Principal Investigator:
  • Donovan McDonald, University of Western Ontario
  • ALS Society of Canada

Project Overview

Aberrant tRNA processing and function has the capacity to exacerbate misfolding of ALS-associated proteins and the ensuing toxicity. tRNAs mainly function to recruit amino acids to ribosomes, allowing faithful translation of mRNA molecules. Metabolites of processed tRNAs also function in cellular stress responses, such as inducing stress granule formation.
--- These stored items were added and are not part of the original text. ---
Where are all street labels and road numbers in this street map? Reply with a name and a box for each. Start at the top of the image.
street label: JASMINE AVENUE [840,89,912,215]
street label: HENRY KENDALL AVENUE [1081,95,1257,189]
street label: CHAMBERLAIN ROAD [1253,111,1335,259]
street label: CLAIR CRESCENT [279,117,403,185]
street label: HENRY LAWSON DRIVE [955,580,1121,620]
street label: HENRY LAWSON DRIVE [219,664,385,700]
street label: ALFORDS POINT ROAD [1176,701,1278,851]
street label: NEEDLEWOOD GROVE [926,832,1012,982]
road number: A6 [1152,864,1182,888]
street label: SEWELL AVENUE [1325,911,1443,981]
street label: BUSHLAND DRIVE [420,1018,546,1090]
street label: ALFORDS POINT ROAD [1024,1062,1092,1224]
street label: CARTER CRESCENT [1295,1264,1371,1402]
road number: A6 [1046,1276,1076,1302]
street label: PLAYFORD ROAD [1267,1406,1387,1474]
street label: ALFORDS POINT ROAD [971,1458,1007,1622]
The human population contains high incidences of tRNA variants that cause amino acid mis-incorporation, leading to mistranslation. Furthermore, mutations in tRNA modifying genes also induce mistranslation, causing protein misfolding. In addition, mutations in the gene encoding angiogenin, an enzyme that cleaves tRNAs into fragments, cause familial forms of ALS. Aberrant tRNA function and processing has never been investigated in the context of ALS. Yet, our findings and those of our collaborators indicate several mechanisms through which tRNAs regulate misfolding of proteins in ALS. I will elucidate previously unexplored mechanisms by which aberrant tRNA function regulates the misfolding and ensuing toxicity of ALS-associated proteins, focusing on TDP-43. To this end, I will leverage results from genetically and biochemically tractable yeast models and suitable neuronal cell models of ALS.  My research will help to establish aberrant tRNA metabolism as risk factors, biomarkers, and possibly therapeutic targets for the diagnosis and treatment of ALS.